We provide some self-contained and self-explained executables implementing some real problems.
Their source code is located in `manif/examples/`.
These demos are:

- [`se2_localization.cpp`](examples/se2_localization.cpp): 2D robot localization based on fixed landmarks using SE2 as robot poses. This implements the example V.A in the paper.
-   [`se2_localization_ukfm.cpp`](examples/se2_localization_ukfm.cpp): 2D robot localization based on fixed landmarks using SE2 as robot poses. This implements the filter described in ['A Code for Unscented Kalman Filtering on Manifolds (UKF-M)'](brossard-ukfm), M. Brossard, A. Barrau and S. Bonnabel.
- [`se3_localization.cpp`](examples/se3_localization.cpp): 3D robot localization based on fixed landmarks using SE3 as robot poses.
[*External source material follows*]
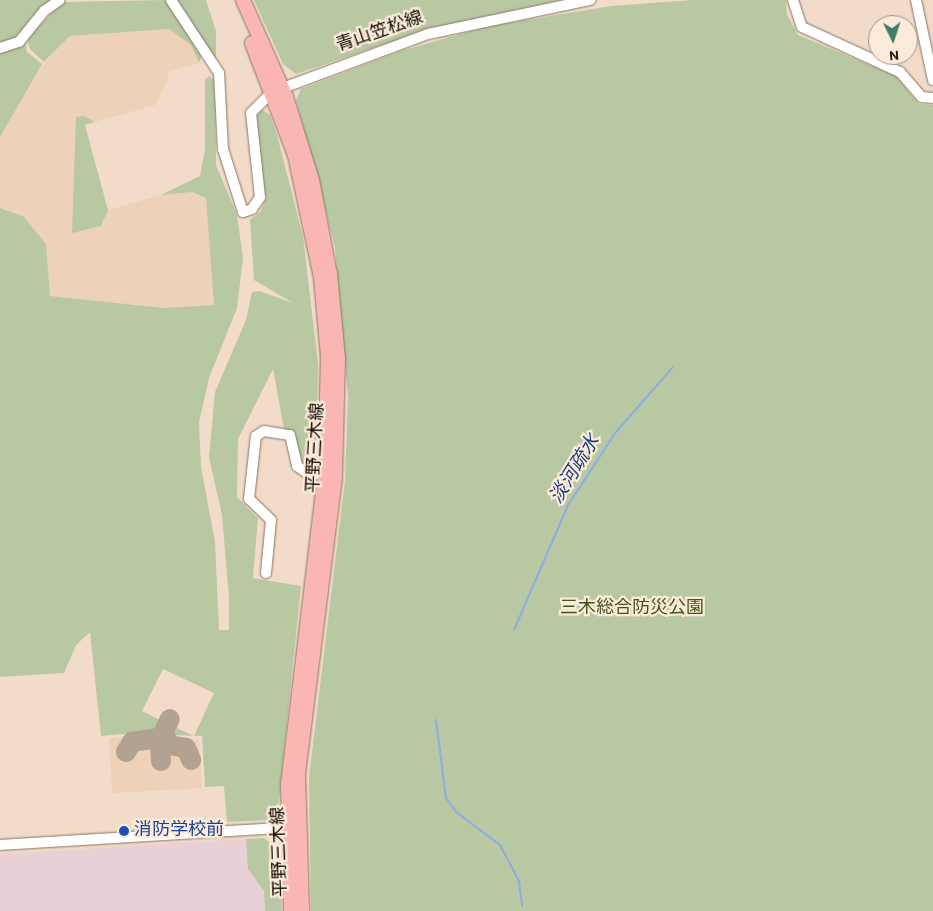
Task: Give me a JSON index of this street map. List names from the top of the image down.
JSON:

This re-implements the example above but in 3D.
- [`se2_sam.cpp`](examples/se2_sam.cpp): 2D smoothing and mapping (SAM) with simultaneous estimation of robot poses and landmark locations, based on SE2 robot poses. This implements a the example V.B in the paper.
- [`se3_sam.cpp`](examples/se3_sam.cpp): 3D smoothing and mapping (SAM) with simultaneous estimation of robot poses and landmark locations, based on SE3 robot poses. This implements a 3D version of the example V.B in the paper.
- [`se3_sam_selfcalib.cpp`](examples/se3_sam_selfcalib.cpp): 3D smoothing and mapping (SAM) with self-calibration, with simultaneous estimation of robot poses, landmark locations and sensor parameters, based on SE3 robot poses. This implements a 3D version of the example V.C in the paper.
- [`se_2_3_localization.cpp`](examples/se_2_3_localization.cpp): A strap down IMU model based 3D robot localization, with measurements of fixed landmarks, using SE_2_3 as extended robot poses (translation, rotation and linear velocity).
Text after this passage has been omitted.